According to the data from the online ride-hailing supervision information exchange system of the Ministry of Transport of China, as of June 30 this year, a total of 318 online ride-hailing platform companies have obtained online ride-hailing platform operation permits nationwide, and a total of 5.79 million online ride-hailing driver's licenses have been issued in various places.
As a comparison, as of June 30, 2022, a total of 277 online ride-hailing platform companies have obtained online ride-hailing platform operation permits nationwide, and a total of 4.53 million online ride-hailing driver's licenses have been issued in various places. In other words, within just one year, 41 platforms and as many as 1.26 million drivers entered the online ride-hailing industry.
And this data only counts drivers with complete documents. The industry is also filled with a large number of "unlicensed" drivers. They have not obtained the online ride-hailing driver's license issued by the traffic management bureau, but they still sign contracts with platforms and operate normally. In other words, the actual number of online ride-hailing drivers must be much larger than the regulatory data.
According to the data of Cyanhill Capital, the growth of online ride-hailing drivers in 2023 is too fast. The number of online ride-hailing drivers has increased by 20,000 per day this year, and there are currently about 7 million online ride-hailing drivers running daily. In order to grab more orders, the working hours of drivers are also increasing, with about 75% of drivers working more than 10 hours a day.
In stark contrast, data from the transport ministry shows that the number of online ride-hailing orders has shown signs of recovery this year, but the growth rate of orders has slowed significantly after the second quarter, and even turned negative in April. In July, a total of 821 million orders were received, a 7.6% increase compared to the previous month.
Overall, compared to 2022, the number of orders in the online car-hailing market has definitely rebounded, but the momentum of this "recovery" is not strong. The reasons for the unsustainable growth can be summarized as a lack of new users and close to saturation of capacity, which disrupts the supply-demand balance.
Take Chinese ride-hailing giant Didi, which currently has a market share of over 70%, as an example. According to its recent financial report, compared to two years ago, Didi's active users have grown by 9%, while active drivers have grown by 42.6%.
Last year, online car-hailing was still seen as a Plan B for many people who are searching for jobs, but now since the issuance of permits has been suspended in many cities, people have realized that this Plan B is no longer viable.
With the issuance of warnings about the saturation of the online car-hailing market in various regions, a series of market problems such as a decline in order volume, a decrease in driver income, and a fall in service quality have also emerged.

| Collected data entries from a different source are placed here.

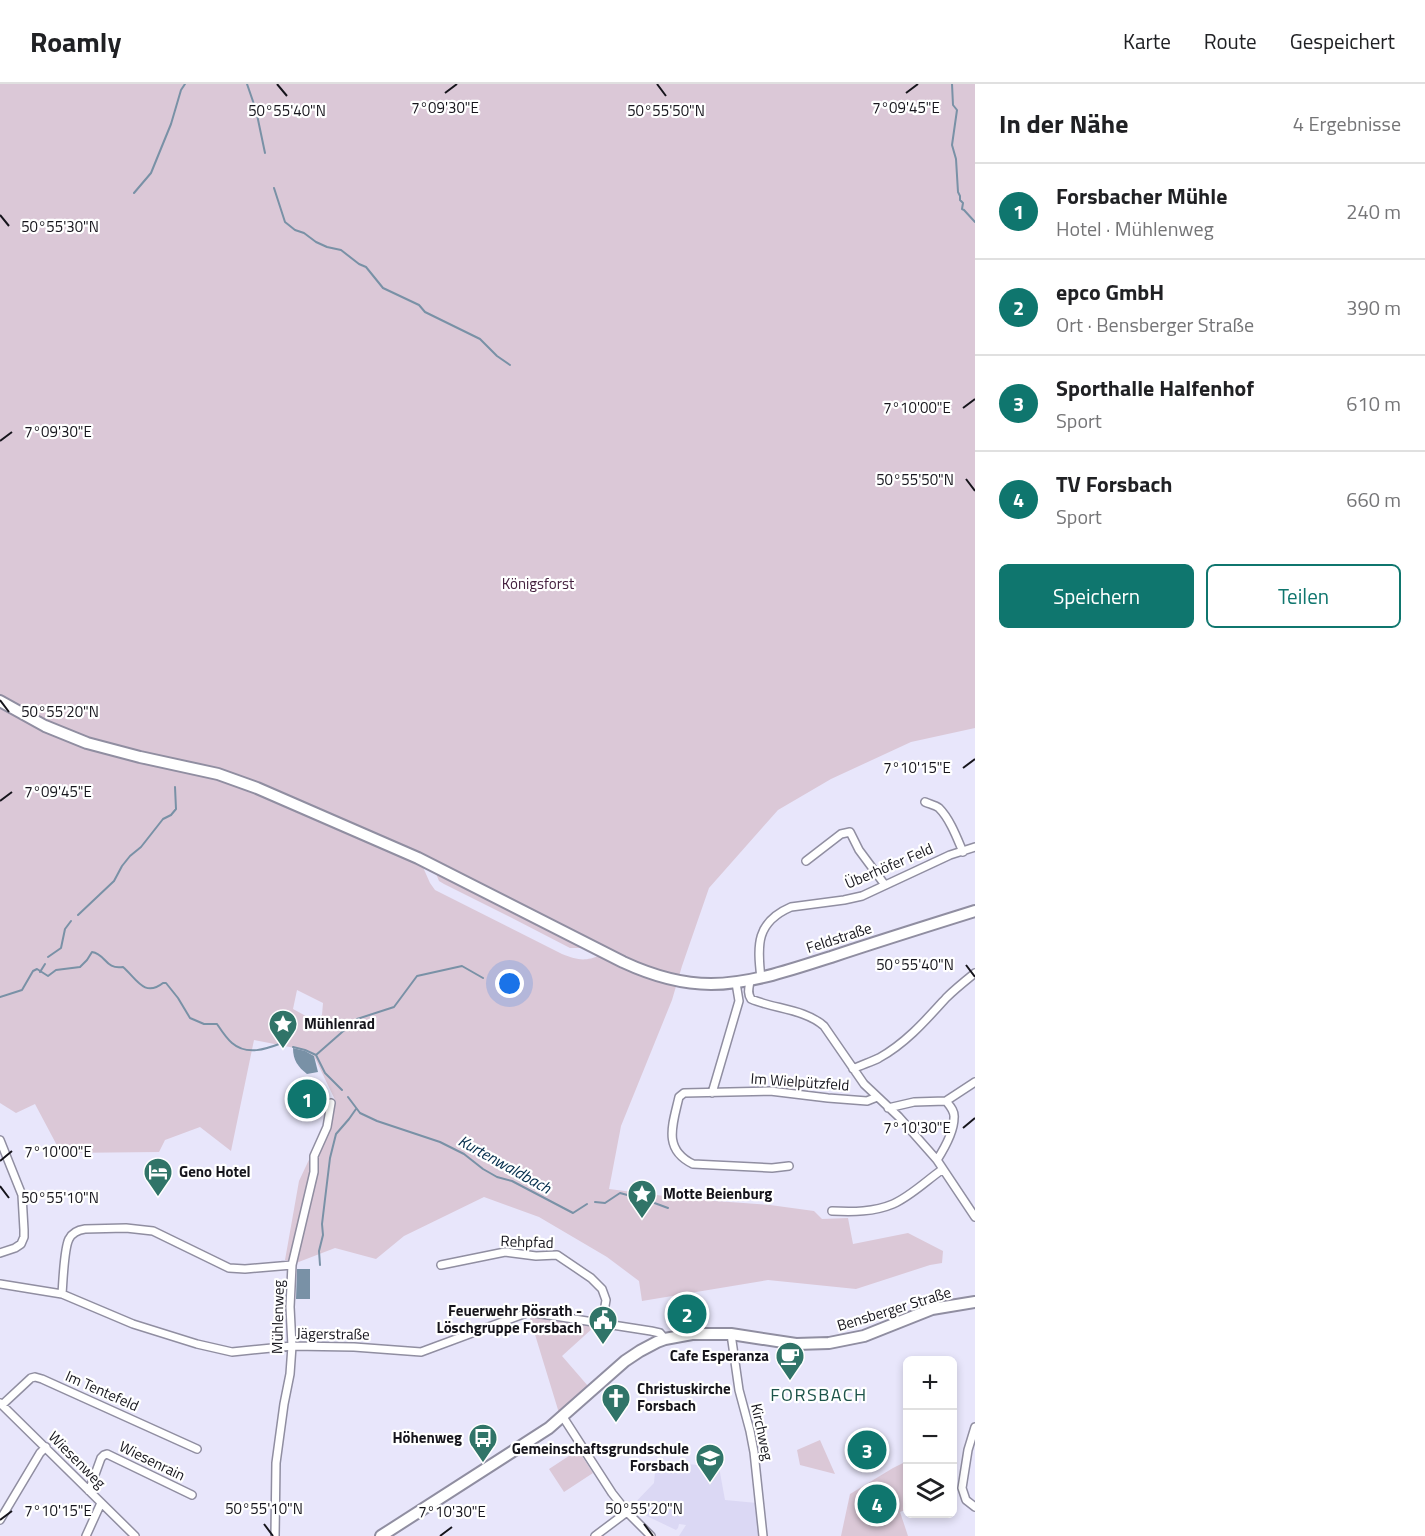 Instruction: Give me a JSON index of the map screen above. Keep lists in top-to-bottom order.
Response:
{
  "streets": {
    "main road": ["Feldstraße", "Bensberger Straße"],
    "street": [
      "Überhöfer Feld",
      "Im Wielpützfeld",
      "Rehpfad",
      "Mühlenweg",
      "Jägerstraße",
      "Im Tentefeld",
      "Kirchweg",
      "Wiesenweg",
      "Wiesenrain"
    ]
  },
  "crossings": [
    ["Überhöfer Feld", "Feldstraße"],
    ["Rehpfad", "Jägerstraße"],
    ["Bensberger Straße", "Jägerstraße"],
    ["Bensberger Straße", "Kirchweg"],
    ["Mühlenweg", "Jägerstraße"],
    ["Im Tentefeld", "Wiesenweg"],
    ["Wiesenweg", "Wiesenrain"]
  ],
  "districts": ["FORSBACH"],
  "water": ["Kurtenwaldbach"],
  "parks": ["Königsforst"],
  "places": {
    "place": ["Mühlenrad", "Motte Beienburg"],
    "hotel": ["Geno Hotel"],
    "public building": ["Feuerwehr Rösrath - Löschgruppe Forsbach"],
    "cafe": ["Cafe Esperanza"],
    "church": ["Christuskirche Forsbach"],
    "bus stop": ["Höhenweg"],
    "school or university": ["Gemeinschaftsgrundschule Forsbach"]
  },
  "page": {
    "header": "Roamly",
    "nav": ["Karte", "Route", "Gespeichert"],
    "heading": ["In der Nähe", "4 Ergebnisse"],
    "list": [
      {
        "mark": "1",
        "name": "Forsbacher Mühle",
        "note": "Hotel · Mühlenweg",
        "value": "240 m"
      },
      {
        "mark": "2",
        "name": "epco GmbH",
        "note": "Ort · Bensberger Straße",
        "value": "390 m"
      },
      {
        "mark": "3",
        "name": "Sporthalle Halfenhof",
        "note": "Sport",
        "value": "610 m"
      },
      {
        "mark": "4",
        "name": "TV Forsbach",
        "note": "Sport",
        "value": "660 m"
      }
    ],
    "buttons": ["Speichern", "Teilen"],
    "pins": [
      "1",
      "2",
      "3",
      "4"
    ],
    "map_buttons": ["+", "−"]
  },
  "coordinates": [
    "7°09'30\"E",
    "7°09'45\"E",
    "50°55'50\"N",
    "50°55'40\"N",
    "50°55'30\"N",
    "7°10'00\"E",
    "50°55'20\"N",
    "7°10'15\"E",
    "7°10'30\"E",
    "50°55'10\"N"
  ]
}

At the same time, this environment also indicates that Chinese online car-hailing market has bid farewell to the incremental economy of scale expansion and entered the elimination stage for the existing players.

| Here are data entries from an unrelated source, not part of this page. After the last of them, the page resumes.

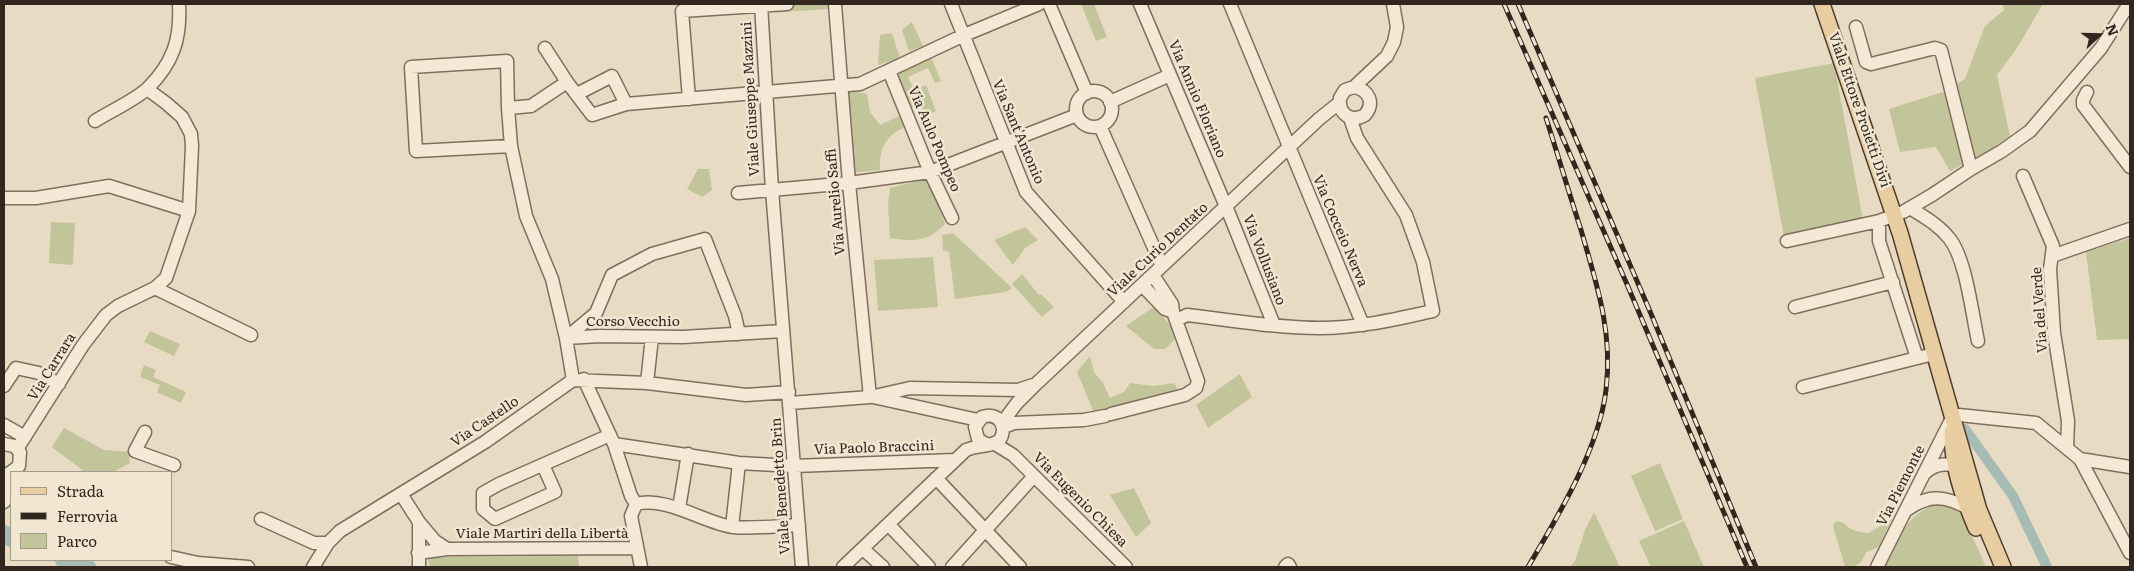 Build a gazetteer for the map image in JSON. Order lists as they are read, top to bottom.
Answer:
{
  "streets": {
    "main road": ["Viale Ettore Proietti Divi"],
    "street": [
      "Viale Giuseppe Mazzini",
      "Via Annio Floriano",
      "Via Sant'Antonio",
      "Via Aulo Pompeo",
      "Via Aurelio Saffi",
      "Via Cocceio Nerva",
      "Viale Curio Dentato",
      "Via Vollusiano",
      "Via del Verde",
      "Corso Vecchio",
      "Via Carrara",
      "Via Castello",
      "Via Paolo Braccini",
      "Viale Benedetto Brin",
      "Via Piemonte",
      "Via Eugenio Chiesa",
      "Viale Martiri della Libertà"
    ]
  },
  "crossings": [
    ["Viale Giuseppe Mazzini", "Corso Vecchio"],
    ["Viale Giuseppe Mazzini", "Viale Benedetto Brin"],
    ["Via Annio Floriano", "Viale Curio Dentato"],
    ["Via Annio Floriano", "Via Vollusiano"],
    ["Viale Ettore Proietti Divi", "Via Piemonte"],
    ["Via Sant'Antonio", "Viale Curio Dentato"],
    ["Via Cocceio Nerva", "Viale Curio Dentato"],
    ["Viale Curio Dentato", "Via Vollusiano"],
    ["Viale Curio Dentato", "Via Eugenio Chiesa"],
    ["Via Castello", "Viale Martiri della Libertà"],
    ["Via Paolo Braccini", "Viale Benedetto Brin"]
  ],
  "legend": ["Strada", "Ferrovia", "Parco"],
  "north": "right"
} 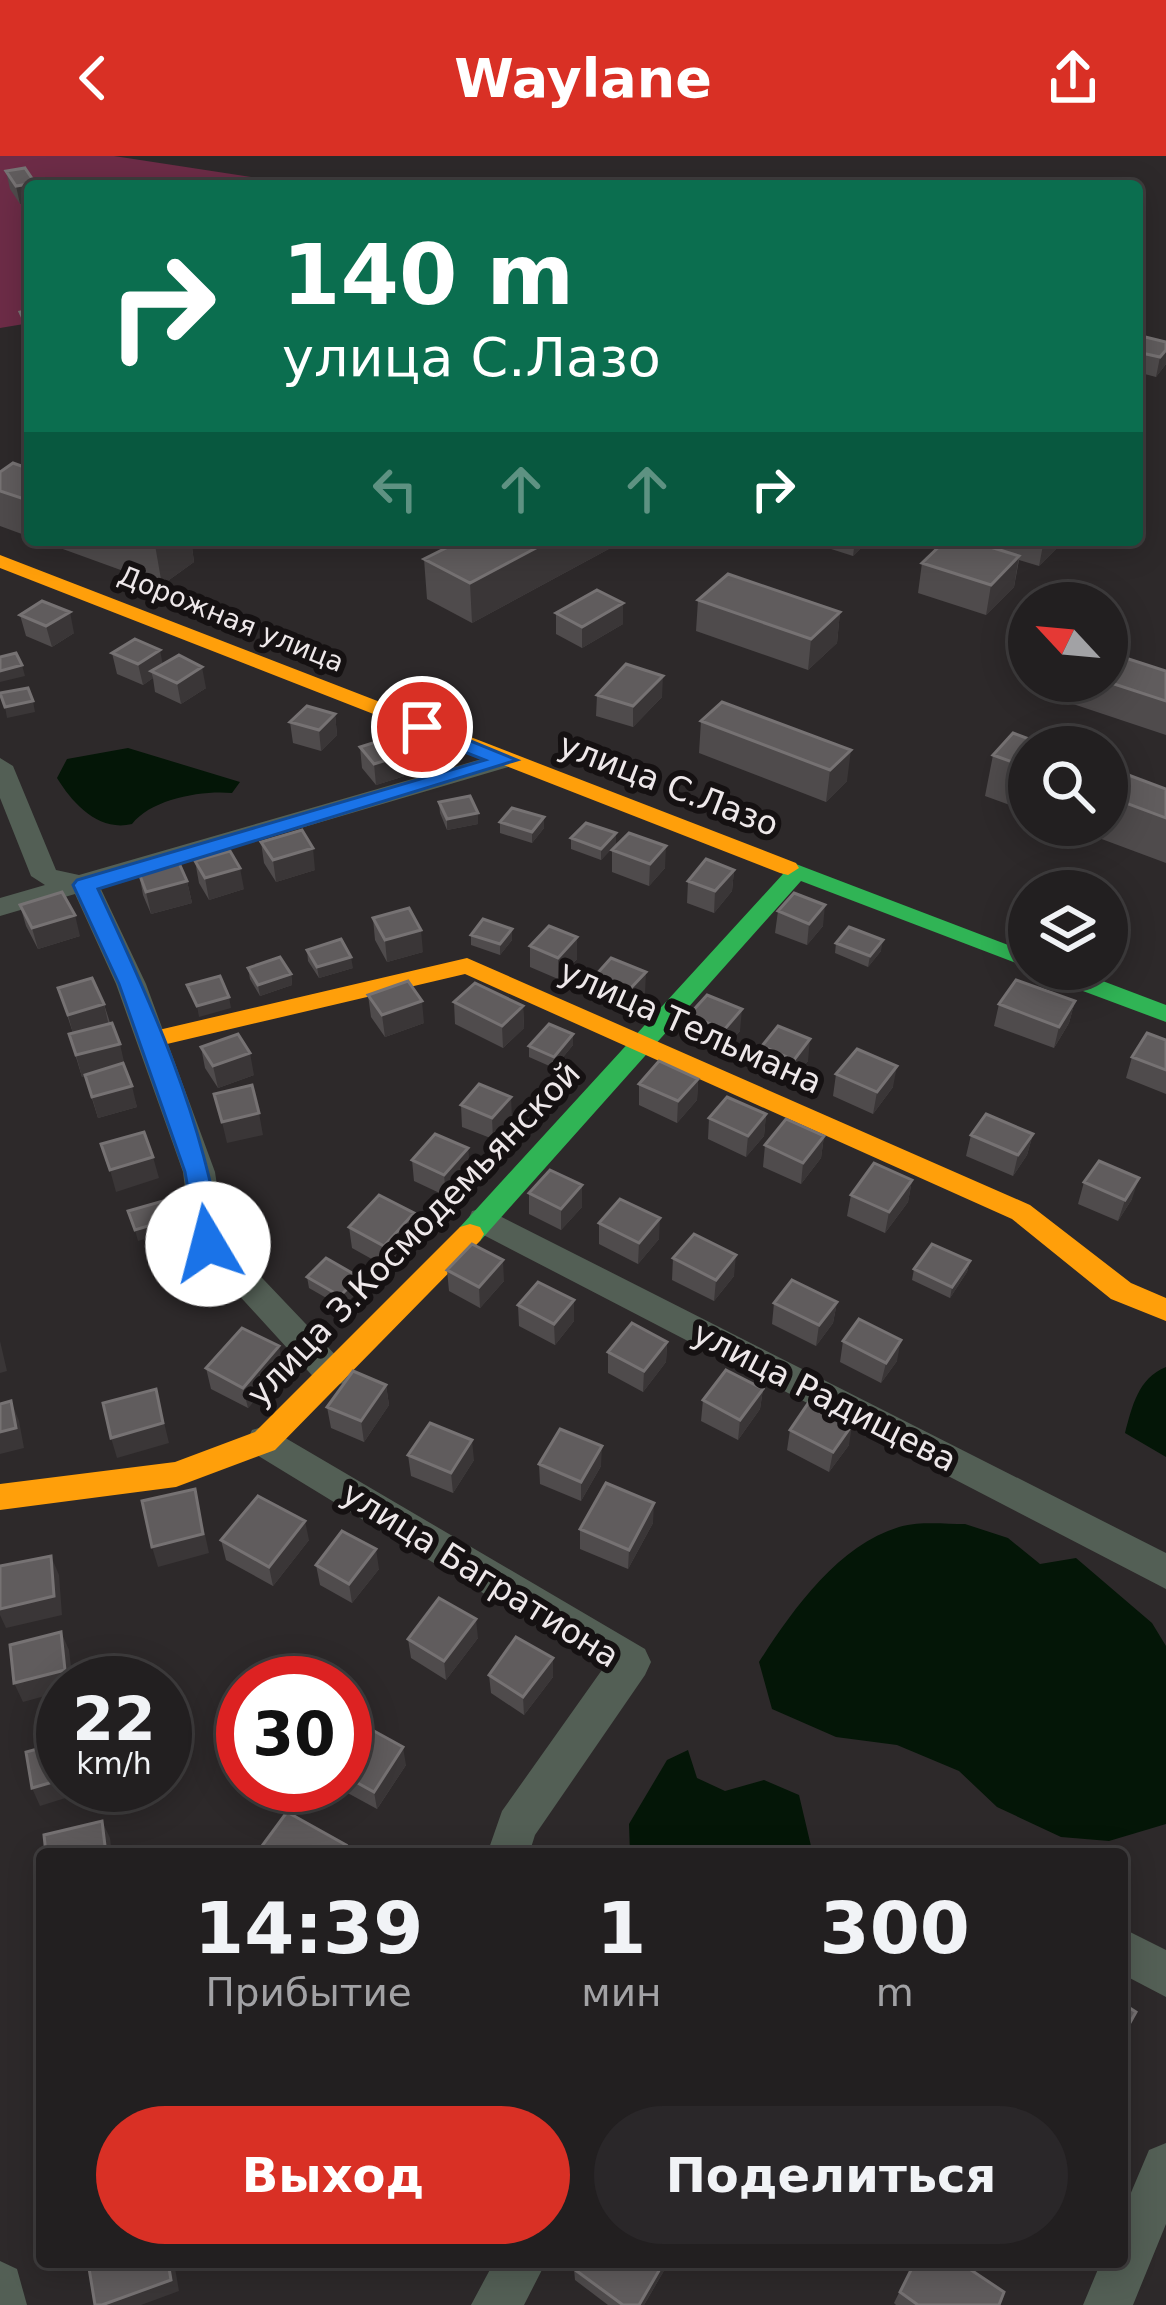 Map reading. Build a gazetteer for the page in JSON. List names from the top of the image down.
{
  "streets": {
    "street": [
      "Дорожная улица",
      "улица С.Лазо",
      "улица Тельмана",
      "улица З.Космодемьянской",
      "улица Радищева",
      "улица Багратиона"
    ]
  },
  "crossings": [
    ["Дорожная улица", "улица С.Лазо"],
    ["улица С.Лазо", "улица З.Космодемьянской"],
    ["улица Тельмана", "улица З.Космодемьянской"],
    ["улица З.Космодемьянской", "улица Радищева"],
    ["улица З.Космодемьянской", "улица Багратиона"]
  ],
  "north": "top left",
  "page": {
    "header": "Waylane",
    "turn": ["140 m", "улица С.Лазо"],
    "speed": "22 km/h",
    "limit": "30",
    "eta": [
      "14:39",
      "Прибытие",
      "1",
      "мин",
      "300",
      "m"
    ],
    "buttons": ["Выход", "Поделиться"]
  }
}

From the current market situation, during the 18 months that Didi was delisted, other competitors have increased their efforts to develop the online ride-hailing business. However, whether it is conventional financing, subsidies, or new models such as "fixed price" and "special offer cars," the measures these competitors take has basically not caused fundamental harm to Didi.

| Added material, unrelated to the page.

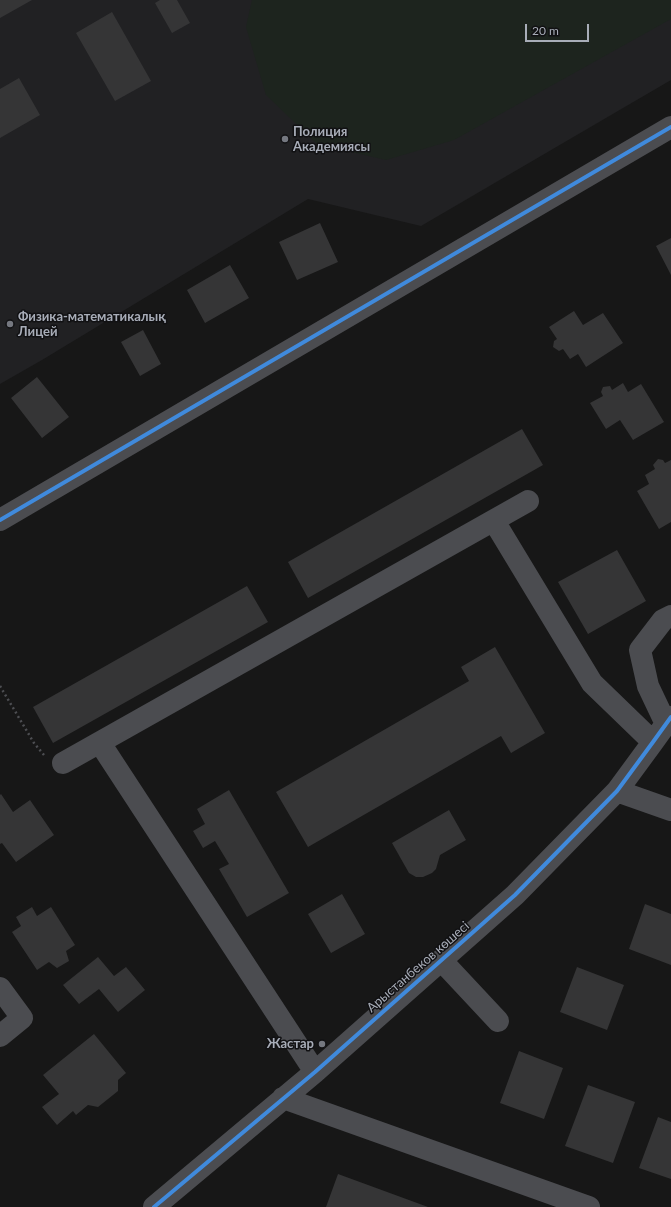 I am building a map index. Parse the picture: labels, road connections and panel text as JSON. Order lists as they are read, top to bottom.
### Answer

According to information disclosed by Analysys, etc., during the year and a half that Didi was "absent," it lost nearly 20% of its market share to other competitors. However, even so, after its "return" in January this year, Didi, with its huge driver resources and user base, still firmly occupies around 70% of the market share.
The remaining market share is mainly taken by platforms such as Meituan Dache and Gaode Dache. Meituan Dache relies on its strong influence in the local life service field and has strong competitiveness in first-tier and new first-tier cities. Gaode Dache leverages its technological advantages in navigation and has achieved good results in some cities.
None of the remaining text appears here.